Ernest Bernau

Personal information
- Full name: Ernest Henry Lovell Bernau
- Born: 6 April 1896 Napier, Hawke's Bay, New Zealand
- Died: 7 January 1966 (aged 69) Wanganui, New Zealand
- Nickname: Bill
- Batting: Left-handed
- Bowling: Left-arm medium
- Role: All-rounder

Career statistics
| Competition | First-class |
| Matches | 28 |
| Runs scored | 651 |
| Batting average | 17.59 |
| 100s/50s | 1/2 |
| Top score | 117 |
| Balls bowled | 3,457 |
| Wickets | 58 |
| Bowling average | 28.82 |
| 5 wickets in innings | 1 |
| 10 wickets in match | 0 |
| Best bowling | 6/35 |
| Catches/stumpings | 10/0 |
- Source: CricketArchive, 1 May 2009

= Ernest Bernau =

New Zealand cricketer (1896–1966)

Ernest Henry Lovell "Bill" Bernau (6 April 1896 - 7 January 1966) was a New Zealand cricketer who played first-class cricket from 1914-15 to 1927-28, and accompanied the New Zealand national cricket team on their tour of England in 1927.

==Life and career==
Bill Bernau attended Wanganui Collegiate School, where he was taught by the cricketer Hugh Butterworth. A left-arm medium-pace bowler and left-handed batsman, in the annual match against Wellington College in December 1913 he made 52 then took 7 for 29 and 5 for 13 to give Wanganui Collegiate victory by an innings. In a senior club match in Wanganui in November 1914 he took 9 for 7, dismissing eight of his victims bowled, five of them for ducks.

He took 12 wickets in a Hawke Cup match (not first-class) for Wanganui against South Taranaki in December 1914, and made his first-class debut in January 1915 for Hawke's Bay against Canterbury, scoring 31 and 8 and taking 4/88 in an innings defeat. He did not play at that level again until he appeared for Minor Associations against the Australians at the Basin Reserve in March 1921. This was another innings defeat, and Bernau was personally unsuccessful, taking the single wicket of Alan Kippax.

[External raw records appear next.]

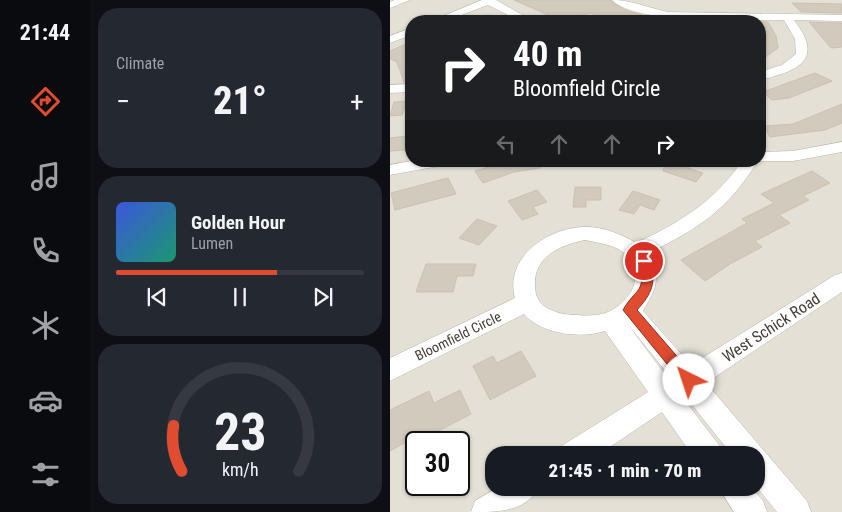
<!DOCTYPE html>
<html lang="en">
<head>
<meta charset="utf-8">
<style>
	:root { --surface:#171b24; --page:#242831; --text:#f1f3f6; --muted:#9ea1a6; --line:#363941; --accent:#df4c2f }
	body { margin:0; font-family:"Roboto Condensed",sans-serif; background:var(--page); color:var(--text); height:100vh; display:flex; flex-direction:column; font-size:19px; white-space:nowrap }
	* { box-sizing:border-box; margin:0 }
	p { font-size:16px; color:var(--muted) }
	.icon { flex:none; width:28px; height:28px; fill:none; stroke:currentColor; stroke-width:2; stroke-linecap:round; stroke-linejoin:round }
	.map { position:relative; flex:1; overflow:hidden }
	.details { display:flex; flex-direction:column; gap:8px; padding:8px; background:#0d0f14; width:300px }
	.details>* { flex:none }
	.hud { position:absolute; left:15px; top:15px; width:361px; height:152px; border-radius:20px; box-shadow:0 1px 4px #0004; background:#202124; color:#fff; overflow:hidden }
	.speed { position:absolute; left:15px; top:431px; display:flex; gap:10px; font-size:25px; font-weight:700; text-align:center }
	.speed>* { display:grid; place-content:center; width:65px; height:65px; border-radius:50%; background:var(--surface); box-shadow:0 1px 4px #0004; line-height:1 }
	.speed .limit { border:2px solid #111; border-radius:8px; background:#fff; color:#111 }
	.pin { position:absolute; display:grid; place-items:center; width:42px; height:42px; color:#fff; margin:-21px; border:2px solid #fff; border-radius:50%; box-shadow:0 1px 5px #0007 }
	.me { position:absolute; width:55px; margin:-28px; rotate:319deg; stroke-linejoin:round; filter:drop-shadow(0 0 4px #0008) }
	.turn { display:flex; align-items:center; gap:18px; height:105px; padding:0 25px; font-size:22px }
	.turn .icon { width:65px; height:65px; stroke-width:2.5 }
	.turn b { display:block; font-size:35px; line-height:42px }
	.lanes { display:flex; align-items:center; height:48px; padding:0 25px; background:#0003; justify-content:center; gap:25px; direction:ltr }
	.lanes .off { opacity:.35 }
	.big { font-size:38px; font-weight:800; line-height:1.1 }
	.details .widget { flex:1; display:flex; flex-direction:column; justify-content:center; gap:8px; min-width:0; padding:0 18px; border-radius:20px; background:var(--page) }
	.details .dial { align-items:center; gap:0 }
	.dial svg { height:130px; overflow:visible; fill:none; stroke:var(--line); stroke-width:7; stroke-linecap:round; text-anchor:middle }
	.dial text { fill:var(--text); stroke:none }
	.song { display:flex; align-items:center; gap:15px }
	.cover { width:60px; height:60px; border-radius:8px; background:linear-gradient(135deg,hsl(230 70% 55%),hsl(160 70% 35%)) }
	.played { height:5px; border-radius:2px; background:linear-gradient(90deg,var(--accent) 65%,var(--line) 65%) }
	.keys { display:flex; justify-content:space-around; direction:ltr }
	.heat { display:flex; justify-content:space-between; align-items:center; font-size:28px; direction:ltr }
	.trip { position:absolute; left:95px; top:446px; width:280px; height:50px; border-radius:20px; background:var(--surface); box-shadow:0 1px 4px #0004; font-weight:800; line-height:50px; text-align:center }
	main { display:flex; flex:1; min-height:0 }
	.tab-bar { display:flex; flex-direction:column; width:90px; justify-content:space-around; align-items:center; background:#090b0e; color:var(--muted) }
	.tab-bar .icon { width:35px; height:35px }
	.tab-bar .current { color:var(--accent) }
	.tab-bar b { font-size:22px; color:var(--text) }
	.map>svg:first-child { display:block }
</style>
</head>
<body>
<main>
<nav class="tab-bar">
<b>21:44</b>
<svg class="icon current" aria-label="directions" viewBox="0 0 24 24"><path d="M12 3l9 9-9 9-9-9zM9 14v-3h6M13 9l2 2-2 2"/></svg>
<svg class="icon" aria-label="music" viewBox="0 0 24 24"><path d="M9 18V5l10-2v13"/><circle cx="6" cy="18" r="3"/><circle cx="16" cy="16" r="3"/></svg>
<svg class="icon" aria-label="phone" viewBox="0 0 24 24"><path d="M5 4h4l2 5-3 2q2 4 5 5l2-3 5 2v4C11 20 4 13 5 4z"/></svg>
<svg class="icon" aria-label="climate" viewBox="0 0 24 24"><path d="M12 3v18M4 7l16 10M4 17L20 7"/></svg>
<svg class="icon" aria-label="car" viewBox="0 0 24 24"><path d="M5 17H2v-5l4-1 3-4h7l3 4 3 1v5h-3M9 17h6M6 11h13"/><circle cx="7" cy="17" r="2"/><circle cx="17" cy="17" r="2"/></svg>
<svg class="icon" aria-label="filters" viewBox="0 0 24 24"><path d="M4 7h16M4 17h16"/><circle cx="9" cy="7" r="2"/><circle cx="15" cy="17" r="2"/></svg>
</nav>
<section class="details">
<div class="widget"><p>Climate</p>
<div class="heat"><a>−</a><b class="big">21°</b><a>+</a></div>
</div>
<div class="widget">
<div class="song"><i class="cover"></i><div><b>Golden Hour</b><p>Lumen</p></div></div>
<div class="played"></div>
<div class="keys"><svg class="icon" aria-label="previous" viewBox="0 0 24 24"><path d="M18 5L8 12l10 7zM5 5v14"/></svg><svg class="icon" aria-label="pause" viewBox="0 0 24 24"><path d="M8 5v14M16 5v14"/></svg><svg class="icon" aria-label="next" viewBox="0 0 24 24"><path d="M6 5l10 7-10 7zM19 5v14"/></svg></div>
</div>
<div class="widget dial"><svg viewBox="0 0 100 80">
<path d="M14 69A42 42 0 1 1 86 69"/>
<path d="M14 69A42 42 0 0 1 9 41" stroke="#df4c2f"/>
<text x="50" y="56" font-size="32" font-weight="700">23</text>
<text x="50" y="72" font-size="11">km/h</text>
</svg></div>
</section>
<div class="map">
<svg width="452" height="512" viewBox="0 0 452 512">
	<rect width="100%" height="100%" fill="#f1eee7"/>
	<path fill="#e4e0d5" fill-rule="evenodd" d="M19,0H452V273L167,455H104V488H116L78,512H0V7ZM21,21H370V161H21ZM26,442H69V485H26Z
		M452,287V512H103L141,488H366V455H192Z"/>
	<path fill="#d1cabd" stroke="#cbc1b2" d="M124,0H220L235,10L252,15L246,21H219L201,13L169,20Z
		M402,3L452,4V13L411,12Z
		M370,22H378L386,36L388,48L370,61Z
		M419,22L452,23V47L441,48Z
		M21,42V82H14L7,62L0,59V51Z
		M425,73L442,81L399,98L382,100L373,92Z
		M17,101L12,115L0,116L4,102Z
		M452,104V123L435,130L380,137L374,126L403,124Z
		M19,136L17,150L0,151V138Z
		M99,161H149L150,168L124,172L93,183L85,171L102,166Z
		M276,161L285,164L287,161H303L298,168L313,173L306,182L273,171Z
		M422,171L440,183L413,196L419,200L389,215L400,223L365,241L372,247L340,264L315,281L291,260L357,223L352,219L384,203L371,194Z
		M58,178L66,194L5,210L1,193Z
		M185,187H211V200H196V207H183Z
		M147,190L157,202L143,207L148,214L132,220L118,201Z
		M243,191L270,200L264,210L250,205L244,214L229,210Z
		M87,219L107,226L89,245L69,238Z
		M36,264H86L83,276H67L63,292H26Z
		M131,351L146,376L100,400L83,366L103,356L107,363Z
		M70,390L81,414L37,437L35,431L0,451V410L39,391L44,403Z"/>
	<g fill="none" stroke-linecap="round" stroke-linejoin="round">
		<defs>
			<path id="minor" d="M5,0H20L0,8V2Z
				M92,0H106L143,21H130L98,5L55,21H41Z
				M222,0C241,0 259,8 278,12L452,15V21L404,20C435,60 408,71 370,80V72L392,65L406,54L405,39L394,20C355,19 249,26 222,0Z
				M21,28V35L0,43V36Z
				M21,84V92L0,93V85Z
				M452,142V152L403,161H368C336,211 310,228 258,253C271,279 267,287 253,311L301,365L445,275L452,273V292L316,383L417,501L421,512H387L366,486V455H342L295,396L293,398L329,445L333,455H302L272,412L208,455H169L173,445L258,392L215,331C191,339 151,334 134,314L0,381V358L125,298C114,257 158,228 194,227C210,226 232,234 246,243C289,223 324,202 352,161H370V152L403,151ZM195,240C203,242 213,243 221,246C257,259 251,295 220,311C210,316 198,316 187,315C176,315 164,313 154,306C148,301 145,295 145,286C143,257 170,245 195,240ZM237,323L281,378L278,379Z
				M21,161H57L49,166L0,175V165Z
				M107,488H148C136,512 107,512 81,512L85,501Z
				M329,488H362L373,501L377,512H344Z"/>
		</defs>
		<use href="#minor" stroke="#bbb5aa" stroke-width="1"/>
		<use href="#minor" fill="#fff" fill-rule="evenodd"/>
	</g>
	<path fill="#df4c2f" stroke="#91311f" d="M254,257C259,259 259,261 261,266C267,284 259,297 247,310L304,376L306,380L304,385L299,387L294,385L233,310C245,288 258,293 248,261Z"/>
	<g text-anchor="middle" stroke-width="4" stroke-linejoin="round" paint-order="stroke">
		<g font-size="14" fill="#433e37" stroke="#fff">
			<text transform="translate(68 336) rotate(-26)" y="5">Bloomfield Circle</text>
		</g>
		<g font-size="16" fill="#433e37" stroke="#fff">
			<text transform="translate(381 327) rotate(-33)" y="6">West Schick Road</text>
		</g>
	</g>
</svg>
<div class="speed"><div class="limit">30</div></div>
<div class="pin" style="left:254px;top:261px;background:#d93025"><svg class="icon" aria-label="arrive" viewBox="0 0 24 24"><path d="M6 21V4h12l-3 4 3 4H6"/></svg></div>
<svg class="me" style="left:299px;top:380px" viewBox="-20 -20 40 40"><circle r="19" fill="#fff"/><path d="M0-13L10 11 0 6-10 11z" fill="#df4c2f"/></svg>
<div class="trip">21:45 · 1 min · 70 m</div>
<div class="hud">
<div class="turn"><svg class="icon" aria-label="right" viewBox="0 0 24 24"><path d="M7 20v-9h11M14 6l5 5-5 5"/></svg><div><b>40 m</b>Bloomfield Circle</div></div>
<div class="lanes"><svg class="icon off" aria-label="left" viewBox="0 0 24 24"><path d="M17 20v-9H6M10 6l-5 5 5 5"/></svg><svg class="icon off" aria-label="ahead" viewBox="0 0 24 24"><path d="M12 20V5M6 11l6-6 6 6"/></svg><svg class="icon off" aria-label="ahead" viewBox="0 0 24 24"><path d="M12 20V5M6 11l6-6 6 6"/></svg><svg class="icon" aria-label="right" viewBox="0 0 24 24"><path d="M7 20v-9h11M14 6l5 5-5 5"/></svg></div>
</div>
</div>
</main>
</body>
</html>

Bernau finally tasted victory at first-class level when he played for Wellington against Auckland in the Plunket Shield in December 1922. Wellington ran out easy victors, thanks in no small part to Bernau, who scored 117 (his only century, including 20 fours) in the first innings, and took five wickets in the match.

In 1927, after several years playing minor cricket for Wanganui, Bernau was selected to tour England with the national side when the controversy over the eligibility for selection of Ted Badcock led to his withdrawal. Bernau took his place despite playing no first-class cricket that summer. He played in 16 first-class matches on the tour, and recorded his career-best bowling performance when he took 6/35 against Glamorgan at Cardiff Arms Park.

Bernau's final first-class matches were back home in 1927-28, when he played twice for New Zealand against The Rest, and finally for Wellington against Canterbury in the Plunket Shield.

He served with the New Zealand forces in the Middle East in World War I as a second lieutenant. Later he worked as a barrister.